Department of Urology, University of Iowa, Iowa City, IA 52242-1089, USA.
Urol Clin North Am. 2013 May;40(2):271-9. doi: 10.1016/j.ucl.2013.01.014. Epub 2013 Mar 7.
Treatment of non-muscle invasive bladder cancer (NMBIC) requires direct visual appreciation of the tumor. Transurethral resection that is dependent solely on white light cystoscopy (WLC) often fails to accurately stage or completely resect NMIBC. These deficiencies of WLC are significant contributors to the high rates of recurrence and eventual progression to muscle invasive disease.

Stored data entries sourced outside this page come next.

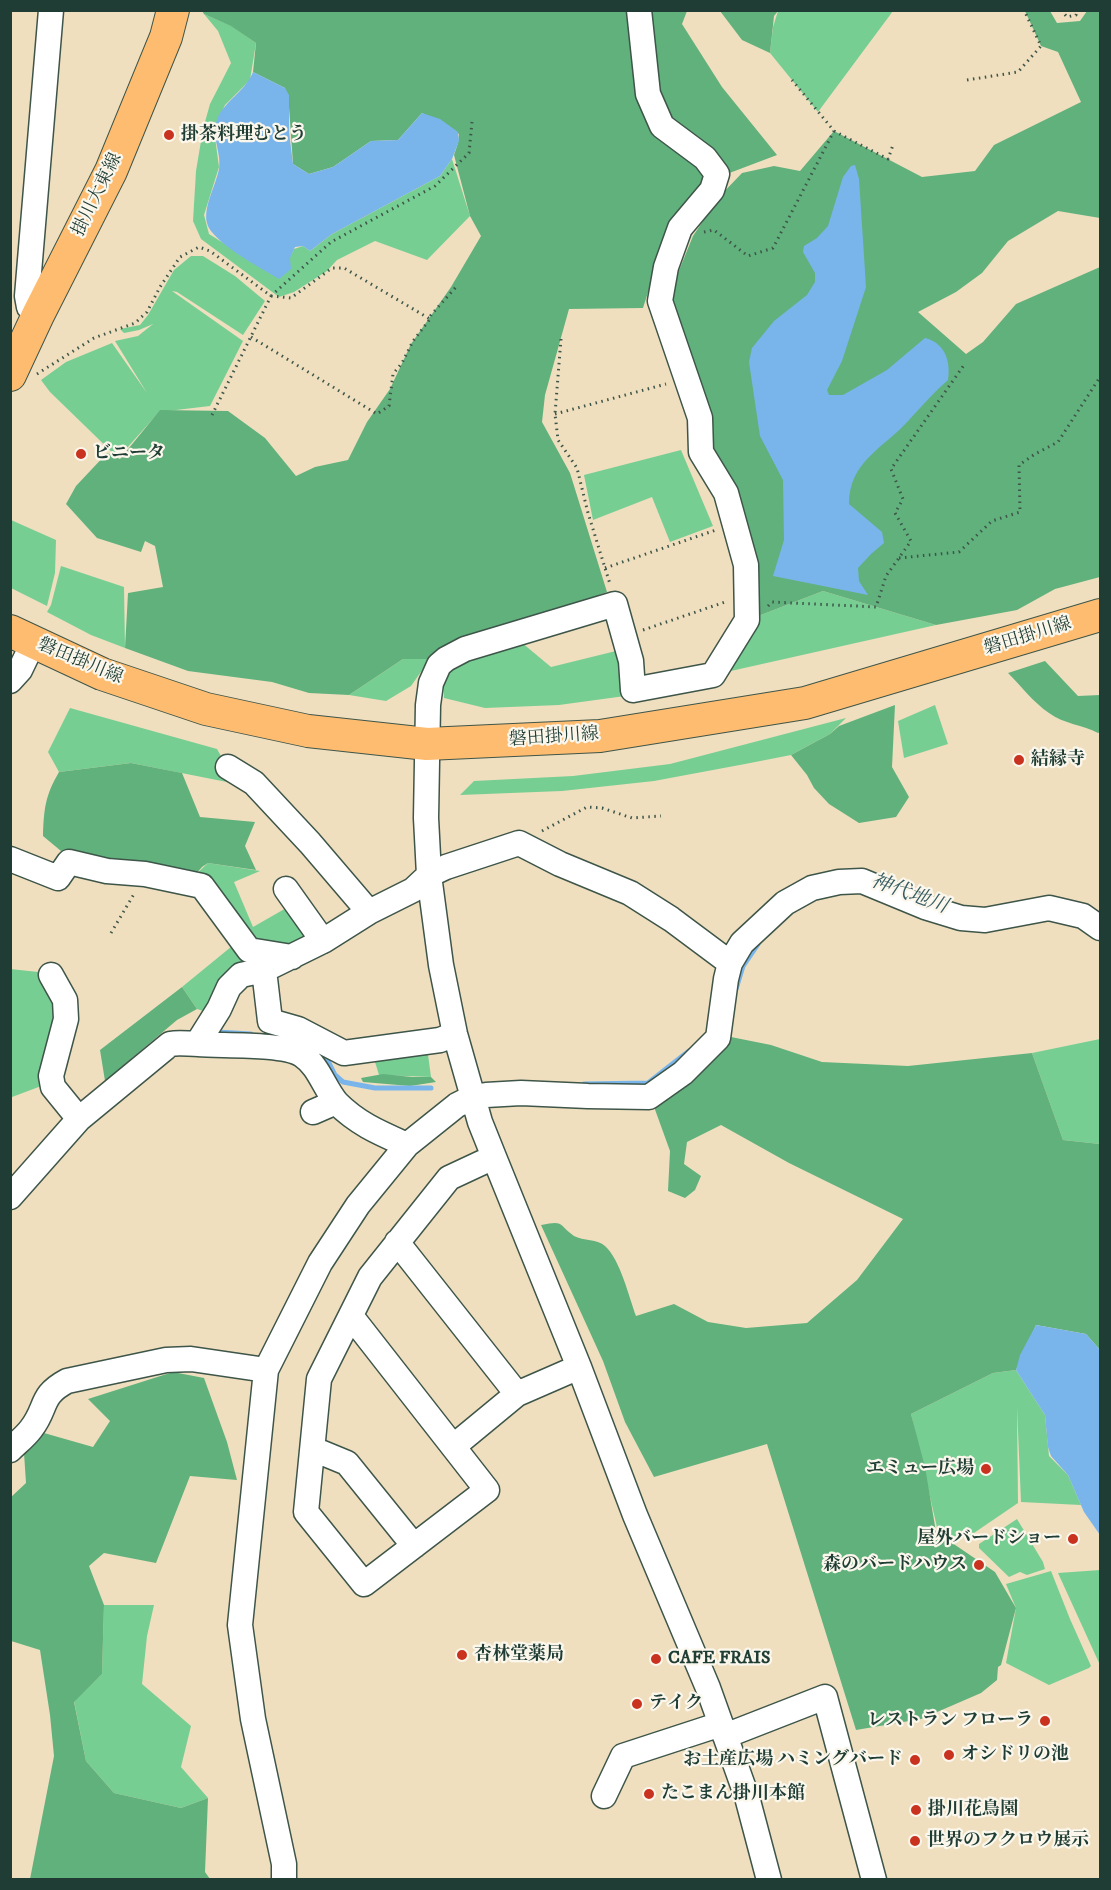 <!DOCTYPE html>
<html>
<head>
<meta charset="utf-8">
<style>
	body { margin:0 }
	#map { position:relative; width:1111px; height:1890px; overflow:hidden; background:#efdfbf; font-family:"IM FELL DW Pica",serif }
	canvas { display:block }
	.frame { position:absolute; inset:0; border:12px solid #1f3d34; pointer-events:none }
</style>
</head>
<body>
<div id="map">
<canvas width="1111" height="1890"></canvas>
<div class="frame"></div>
</div>
<script>
const c = document.querySelector('canvas').getContext('2d');
c.lineJoin = 'round';
function fill(path, color) { c.fillStyle = color; c.fill(path, 'evenodd'); }
function trace(path, color, width, dash) { c.strokeStyle = color; c.lineWidth = width; c.lineCap = dash ? 'butt' : 'round'; c.setLineDash(dash || []); c.stroke(path); }
function write(font, color, halo, rows, align = 'center') {
  c.font = font + ' "IM FELL DW Pica","Noto Serif JP",serif'; c.lineWidth = 4.5; c.setLineDash([]); c.textBaseline = 'middle'; c.strokeStyle = halo; c.fillStyle = color; for (const [text, x, y, turn = 0] of rows) {
    c.save(); c.translate(x, y); c.rotate((+turn || 0) * Math.PI / 180); c.textAlign = isNaN(turn) ? turn : align; if (halo) c.strokeText(text, 0, 0); c.fillText(text, 0, 0); c.restore();
  }
}
fill(new Path2D(`
	M778,11H893L818,112L770,53L773,27Z
	M204,14L232,26L256,43L250,80L225,105L214,130L219,167L204,215L209,234L279,278L294,249L303,246L310,251L332,234L440,176L452,159L470,216L427,260L375,241L337,260L327,271L294,292L279,297L201,239L193,221L196,171L203,129L210,104L231,63L218,31Z
	M191,256H203L235,276L265,301L243,335L177,292L172,291L243,341L210,406L159,412L118,458L50,392L41,380L66,362L112,343L147,393L115,341L138,336L153,324L139,330L124,333L120,329L140,325L148,315L174,270Z
	M681,450L713,526L670,542L652,497L593,520L584,475Z
	M11,520L56,540L55,573L47,606L11,588Z
	M61,566L124,587L125,648L91,635L47,612L51,605Z
	M823,591L936,625L713,675L753,618Z
	M521,642L551,667L620,650L625,696L559,705L485,708L444,698L443,678L457,662Z
	M403,659H430L411,686L386,701L349,695Z
	M935,705L948,744L904,758L898,721Z
	M70,708L217,749L237,784L131,763L59,772L48,752Z
	M846,718L830,734L791,755L745,764L654,781L562,791L460,795L474,781L573,776L670,764Z
	M208,863L260,871L234,882L253,927L288,907L323,941L233,983L215,1015L197,1009L182,987L237,942L195,875Z
	M10,969L48,973L64,1018L52,1082L12,1097L10,1095Z
	M1100,1039V1144L1063,1140L1032,1053Z
	M427,1047L431,1077L379,1075L375,1062L378,1052Z
	M1016,1370L1045,1415L1049,1456L1068,1475L1081,1505L1021,1502L1017,1407L1018,1503L968,1537L939,1536L911,1414L993,1373Z
	M1017,1519L1043,1562L1045,1569L1027,1575L1020,1572L1009,1577L979,1548V1544Z
	M1100,1570V1665L1058,1573Z
	M1051,1571L1070,1619L1091,1666L1089,1668L1049,1685L1006,1663L1016,1608L1006,1584Z
	M104,1605H154L147,1636L142,1684L191,1726L181,1767L208,1798L181,1808L114,1793L86,1761L74,1701L102,1674Z`), '#77ce93');
fill(new Path2D(`
	M202,11H687L682,24L722,87L777,155L703,183L666,236L643,308L569,309L545,395L542,422L570,473L607,592L430,659H403L349,695L309,693L272,682L188,671L125,648L128,593L163,587L155,546L145,541L141,552L97,538L66,504L76,486L107,453L120,459L160,410L228,411L265,438L296,476L315,467L348,460L367,422L390,389L411,344L451,287L481,236L470,216L454,155L458,143L459,134L422,113L398,140L371,141L333,167L309,174L293,164L289,107L285,88L253,72L256,43L231,26L204,14Z
	M720,11H778L774,16L770,53L742,40Z
	M1025,11H1050L1057,23L1080,21L1087,11H1100V218L1058,211L1008,241L982,273L956,292L918,312L966,354L983,342L1016,304L1100,267V577L1055,589L1017,610L936,625L823,591L753,618L711,453L693,358L672,322L669,295L693,236L719,197L742,173L774,166L800,171L834,131L922,177L975,171L994,145L1081,102L1058,52L1041,46Z
	M1045,661L1078,696L1100,695V732L1098,733C1083,725 1064,724 1049,713C1034,703 1021,686 1008,673Z
	M895,705L892,767L909,797L896,817L859,823L829,804L814,788L807,775L791,755L830,734L839,726Z
	M131,763L182,773L200,817L255,822L245,846L256,870L208,863L202,867L195,875L73,861L43,836C44,809 45,796 59,772Z
	M182,987L197,1009L177,1020L105,1081L100,1050Z
	M731,1037L771,1045L822,1062L908,1066L1032,1053L1063,1140L1100,1144V1350L1086,1334L1036,1325L1016,1370L993,1373L911,1414L925,1467L936,1532L995,1572L1016,1608L1001,1665L998,1667L997,1680L981,1693L921,1719L856,1730L767,1444L654,1477L625,1422L603,1361L541,1225C564,1220 558,1224 574,1236C583,1241 598,1239 605,1246C620,1259 629,1297 636,1316L674,1304L708,1322L746,1328L807,1323L857,1280L903,1219L789,1163L721,1125L687,1142L684,1164L701,1176L695,1190L685,1198L668,1191L670,1151L653,1104L681,1084Z
	M383,1074L412,1077H431L436,1082L410,1086L363,1082L361,1078Z
	M173,1372L204,1378L227,1442L237,1480L190,1476L156,1563L104,1553L89,1566L104,1605L102,1674L74,1702L86,1761L114,1793L181,1808L208,1798L205,1872L210,1879H30L54,1756L50,1715L40,1650L11,1641L10,1498L26,1483L24,1453L44,1433L93,1447L110,1421L88,1399Z`), '#61b17d');
fill(new Path2D(`
	M253,72L285,88L289,95V132L293,164L309,174L333,167L371,141L398,140L422,113L440,119L458,132L459,141L452,159L440,176L332,234L310,251L303,246L295,247L290,258L291,269L279,279C263,269 211,242 207,223C203,207 216,185 219,169C222,150 209,136 219,115C228,99 246,90 253,72Z
	M855,165L859,179L866,287L842,361L827,390L829,395H843L887,370L925,338C945,343 951,361 948,380C934,392 922,406 909,420C884,448 849,461 849,504L882,532L884,543L871,554L858,568L859,581L868,595L773,576L784,540L783,480L760,436L749,362L752,348L774,321L807,295L815,282V273L803,252L804,246L817,238L828,226L843,177L851,166Z
	M1036,1325L1086,1334L1100,1350V1535L1084,1512L1068,1475L1051,1456L1048,1447L1045,1415L1016,1370L1020,1355Z`), '#79b5eb');
trace(new Path2D(`
	M736,989L743,966L758,944
	M217,1032L251,1034
	M316,1051L328,1061L335,1075L343,1082L375,1088H431
	M584,1084L648,1083L689,1051`), '#79b5eb', 5);
const minor = new Path2D(`
	M639,10L648,94L662,126L705,158L717,174L712,190L680,228L666,267L660,301L700,418L701,452L726,493L746,565L747,620L713,675L633,690L631,661L615,604L465,649L446,659L439,665L431,683L428,705L426,818L429,875L441,965L455,1034L480,1122L494,1157L579,1367L635,1515L708,1688L747,1797L769,1880
	M38,315L29,307L27,296L51,10
	M10,681L20,670L33,643
	M228,767L254,783L310,843L369,912
	M10,859L58,878L69,862L107,871L145,874L202,886L249,950L292,957
	M286,889L323,941
	M264,970L270,1021L298,1029L344,1053L440,1040L455,1034
	M51,975L65,1000L66,1019L51,1076L53,1087L79,1119
	M197,1044L219,1009L229,987L241,975L264,970L323,941L369,912L413,890L429,875L446,867L519,843L560,864L630,893L671,919L730,963
	M313,1112L336,1102
	M10,1197L79,1119L170,1044C180,1042 188,1044 198,1044C222,1046 283,1043 302,1055C319,1066 324,1088 337,1103C358,1124 380,1133 407,1145
	M397,1242L517,1394
	M351,1316L487,1490L364,1584L306,1512L319,1379L370,1277L449,1178L494,1157
	M454,1446L517,1394L579,1367
	M313,1449L347,1463L414,1546
	M10,1450C17,1443 25,1437 31,1429C48,1407 39,1396 67,1381L166,1360L191,1359L266,1370
	M725,1736L825,1697L874,1880
	M604,1796L623,1756L721,1724
	M284,1880V1864L253,1719L240,1625L266,1370L320,1263L358,1205L407,1145L457,1105L473,1097L486,1095L521,1093L588,1096L649,1097L683,1073L718,1038L726,979L730,963L742,943L785,903L812,888L839,882L862,881L925,907L961,918L985,920L1049,908L1083,916L1100,928`);
const major = new Path2D(`
	M10,375L38,315L111,171L166,37L173,10
	M10,631L102,674L206,709L308,731L427,744L600,736L805,703L1100,615`);
trace(minor, '#3e5549', 27);
trace(major, '#3e5549', 34);
trace(new Path2D(`
	M1061,10L1067,17L1076,15L1077,10
	M967,80L1018,72L1041,46L1024,10
	M834,131L888,159L893,145
	M704,232L714,230L748,256L773,248L834,131L792,80
	M271,296L331,242L435,186L469,153L472,122
	M271,296L291,298L332,268H344L430,319
	M251,337L377,414L389,406L393,374L402,363L413,341L430,319L431,315L456,287
	M561,339L555,414L558,440L577,468L588,513L610,584
	M37,374L94,338L135,323L147,312L160,287L180,257L199,247L210,251L271,296L212,415
	M555,414L666,384
	M899,558L959,552L992,521L1020,512L1019,465L1035,454L1058,442L1100,377
	M605,568L716,530
	M768,606L772,602L876,607L886,576L911,541L895,513L903,499L891,469L964,365
	M643,630L728,601
	M542,831L587,807L602,808L632,818L661,816
	M111,933L134,894`), '#3e5549', 3, [1.5, 4.5]);
trace(minor, '#fff', 24);
trace(major, '#febc70', 32);
for (const [x, y, r, color] of [
	[169,135,6,"#c8321e"],
	[81,454,6,"#c8321e"],
	[1019,760,6,"#c8321e"],
	[986,1469,6,"#c8321e"],
	[1073,1539,6,"#c8321e"],
	[979,1565,6,"#c8321e"],
	[462,1655,6,"#c8321e"],
	[656,1659,6,"#c8321e"],
	[637,1704,6,"#c8321e"],
	[1045,1721,6,"#c8321e"],
	[949,1755,6,"#c8321e"],
	[915,1760,6,"#c8321e"],
	[649,1794,6,"#c8321e"],
	[916,1810,6,"#c8321e"],
	[915,1841,6,"#c8321e"]
]) { const dot = new Path2D(); dot.arc(x, y, r, 0, 2 * Math.PI); c.fillStyle = color; c.fill(dot); trace(dot, '#fbf7ec', 2); }
write('bold 18px', '#1f3d34', '#fbf7ec', [
	["掛茶料理むとう",181,135],
	["ビニータ",93,454],
	["結縁寺",1031,760],
	["エミュー広場",974,1469,"right"],
	["屋外バードショー",1061,1539,"right"],
	["森のバードハウス",967,1565,"right"],
	["杏林堂薬局",474,1655],
	["CAFE FRAIS",668,1659],
	["テイク",649,1704],
	["レストラン フローラ",1033,1721,"right"],
	["オシドリの池",961,1755],
	["お土産広場 ハミングバード",903,1760,"right"],
	["たこまん掛川本館",661,1794],
	["掛川花鳥園",928,1810],
	["世界のフクロウ展示",927,1841]
], 'left');
write('18px', '#1f3d34', '#fbf7ec', [
	["掛川大東線",98,195,-64],
	["磐田掛川線",1028,637,-17],
	["磐田掛川線",80,662,23],
	["磐田掛川線",554,738,-4]
]);
write('italic 20px', '#365b62', '#fbf7ec', [
	["神代地川",909,895,20]
]);
</script>
</body>
</html>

This article looks at technologies that are being used in adjunct to WLC to augment the urologist's ability to identify, stage, and treat NMIBC.
治疗非肌肉浸润性膀胱癌(NMIBC)需要直接观察肿瘤。单纯依赖白光膀胱镜检查(WLC)的经尿道切除术往往无法准确分期或完全切除 NMIBC。WLC 的这些缺陷是导致高复发率和最终进展为肌肉浸润性疾病的重要因素。本文探讨了一些正在与 WLC 联合使用的技术,这些技术可以增强泌尿科医生识别、分期和治疗 NMIBC 的能力。